Sunday, July 11, 2010

participating in art (lyn)

Penny calls and invites me on a tour at MoMA. 

It’s hot but not suffocatingly so.  High-eighties.  I dress for summer in a long white handkerchief skirt (with a stretch waist) and a white top.  I bought the skirt last summer at Maxwell’s, and then looked like the Pillsbury Doughboy wearing it.  Today I don’t.  In fact, Penny tells me I look thin, and adds, “You have a lovely walk.  Breezy and confident.”  No one has ever mentioned my walk in a positive context before.  Usually, it’s my mother telling me to “stand up straight.”

It’s been too hot to walk lately (well, actually, I don’t like walking in NY in the summer).  But I do like destination-walking, so that’s what we do.  Two miles through the Park.

At the exhibit, there are two installations by Yoko Ono that I find of particular interest.  The first is an example of her conceptual art, which is a set of instructions enlarged on a big blank wall.  It reads:

VOICE PIECE FOR A SOPARANO

Scream.
1.    Against the wind
2.    Against the wall
3.    Against the sky

1961 autumn

I can’t remember ever just screaming uncontrollably but I can remember wanting to.  It is odd to stand in front of a mike and interrupt the tranquility of the museum, but I do.   

We continue through the exhibit and come to a big Plexiglas box filled with tags.  On the tags people have written their wishes.  We are told that if we’d like, before leaving the museum, we can make our own wish.

At an outside fountain within MoMA I find Yoko Ono’s 1996 project entitled Wish Tree.  We were told by out tour guide that everyday, all the wishes are collected from the tree and placed in the Plexiglas box that is part of the exhibition.

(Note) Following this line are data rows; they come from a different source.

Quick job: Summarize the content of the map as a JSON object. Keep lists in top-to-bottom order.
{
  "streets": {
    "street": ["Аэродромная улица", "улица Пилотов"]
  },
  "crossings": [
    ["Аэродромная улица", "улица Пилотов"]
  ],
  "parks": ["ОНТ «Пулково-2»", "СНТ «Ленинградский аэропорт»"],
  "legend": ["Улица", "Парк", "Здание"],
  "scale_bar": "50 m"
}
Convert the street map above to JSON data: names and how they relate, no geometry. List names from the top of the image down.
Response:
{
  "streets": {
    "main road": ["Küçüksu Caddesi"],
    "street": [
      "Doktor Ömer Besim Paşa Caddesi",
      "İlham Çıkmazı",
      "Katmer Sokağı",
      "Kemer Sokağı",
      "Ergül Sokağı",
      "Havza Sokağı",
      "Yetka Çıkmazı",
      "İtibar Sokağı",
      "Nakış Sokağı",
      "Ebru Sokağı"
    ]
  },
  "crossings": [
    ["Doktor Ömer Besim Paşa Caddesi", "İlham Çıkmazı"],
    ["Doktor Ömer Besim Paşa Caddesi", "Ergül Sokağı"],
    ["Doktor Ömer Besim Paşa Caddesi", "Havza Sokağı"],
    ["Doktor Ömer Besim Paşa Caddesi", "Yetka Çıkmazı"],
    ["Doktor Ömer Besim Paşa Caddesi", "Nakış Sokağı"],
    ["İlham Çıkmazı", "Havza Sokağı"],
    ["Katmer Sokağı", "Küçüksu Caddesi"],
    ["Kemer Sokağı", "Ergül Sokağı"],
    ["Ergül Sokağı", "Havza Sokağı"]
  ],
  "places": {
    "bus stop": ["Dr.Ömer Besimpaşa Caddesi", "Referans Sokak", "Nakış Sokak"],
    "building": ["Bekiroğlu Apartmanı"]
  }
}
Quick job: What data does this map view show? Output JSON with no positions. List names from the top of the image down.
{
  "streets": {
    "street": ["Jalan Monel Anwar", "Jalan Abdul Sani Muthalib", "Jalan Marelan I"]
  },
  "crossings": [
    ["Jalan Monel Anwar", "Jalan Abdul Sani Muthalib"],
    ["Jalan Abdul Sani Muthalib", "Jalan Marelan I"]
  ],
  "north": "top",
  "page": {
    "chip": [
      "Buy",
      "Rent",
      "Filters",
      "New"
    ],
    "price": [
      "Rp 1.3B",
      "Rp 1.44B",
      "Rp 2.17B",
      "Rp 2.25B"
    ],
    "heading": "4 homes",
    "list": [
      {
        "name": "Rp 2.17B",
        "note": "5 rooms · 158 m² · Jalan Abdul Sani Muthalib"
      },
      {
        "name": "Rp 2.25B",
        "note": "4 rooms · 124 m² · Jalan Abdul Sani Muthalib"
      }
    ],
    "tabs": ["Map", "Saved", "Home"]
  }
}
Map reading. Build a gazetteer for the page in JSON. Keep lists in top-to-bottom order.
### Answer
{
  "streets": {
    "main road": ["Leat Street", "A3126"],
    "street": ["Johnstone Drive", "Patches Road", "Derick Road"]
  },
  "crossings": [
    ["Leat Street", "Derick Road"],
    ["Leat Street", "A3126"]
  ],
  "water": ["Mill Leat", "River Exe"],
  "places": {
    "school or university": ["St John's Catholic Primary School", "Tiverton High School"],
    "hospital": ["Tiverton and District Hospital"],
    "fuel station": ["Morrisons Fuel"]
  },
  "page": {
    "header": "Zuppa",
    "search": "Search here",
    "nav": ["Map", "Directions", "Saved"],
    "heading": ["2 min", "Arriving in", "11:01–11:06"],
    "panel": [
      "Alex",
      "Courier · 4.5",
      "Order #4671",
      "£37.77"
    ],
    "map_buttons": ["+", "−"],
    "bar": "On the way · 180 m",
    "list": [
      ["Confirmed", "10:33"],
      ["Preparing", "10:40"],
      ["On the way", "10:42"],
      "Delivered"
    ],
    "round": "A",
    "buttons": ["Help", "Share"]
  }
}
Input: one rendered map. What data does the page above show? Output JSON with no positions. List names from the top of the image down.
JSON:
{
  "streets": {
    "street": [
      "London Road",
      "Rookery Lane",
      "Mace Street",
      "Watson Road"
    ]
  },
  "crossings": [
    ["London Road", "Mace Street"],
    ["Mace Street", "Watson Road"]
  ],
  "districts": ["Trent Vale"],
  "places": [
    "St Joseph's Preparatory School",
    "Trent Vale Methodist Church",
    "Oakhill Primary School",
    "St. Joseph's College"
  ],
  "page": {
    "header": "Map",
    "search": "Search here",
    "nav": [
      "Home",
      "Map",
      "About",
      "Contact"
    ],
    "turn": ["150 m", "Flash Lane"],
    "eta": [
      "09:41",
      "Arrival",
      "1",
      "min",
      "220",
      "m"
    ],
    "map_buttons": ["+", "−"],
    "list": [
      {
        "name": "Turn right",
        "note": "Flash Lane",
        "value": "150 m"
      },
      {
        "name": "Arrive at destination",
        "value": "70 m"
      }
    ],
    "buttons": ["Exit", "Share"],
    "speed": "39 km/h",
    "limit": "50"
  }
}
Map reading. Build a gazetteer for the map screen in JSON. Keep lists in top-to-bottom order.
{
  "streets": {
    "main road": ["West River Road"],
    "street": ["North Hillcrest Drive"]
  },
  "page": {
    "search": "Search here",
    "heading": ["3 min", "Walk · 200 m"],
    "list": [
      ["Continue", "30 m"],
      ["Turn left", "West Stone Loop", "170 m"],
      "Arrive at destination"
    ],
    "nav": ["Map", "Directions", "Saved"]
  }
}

I want to be part of this participatory art.

Yoko’s instructions read:

Make a wish

Write it down on a piece of paper

Fold it and tie it around a branch of a Wish Tree

Ask your friends to do the same

Keep wishing

Until the branches are covered with wishes

I believe in this stuff.  So I fill out three cards.  On one I write, “I wish that my glorious 17 year old son gets into the college of his choice and that he goes there and loves it.”  I follow the instructions and hang it on the tree, It quickly gets lost among the thousands that are hanging.  I start to read them.  Many reflect global wishes.  The kind about world peace and living harmoniously.  But some are personal.  “I wish my boyfriend would move to Brooklyn.”  “I wish my dad would get all better.”  "I wish the Netherlands would win the world cup.”  While I’m reading, I hear a young boy around 10 say to his friend, “This one sounds like something my mom would write.”  So I ask him what it says, and he reads me back my wish for Alexander.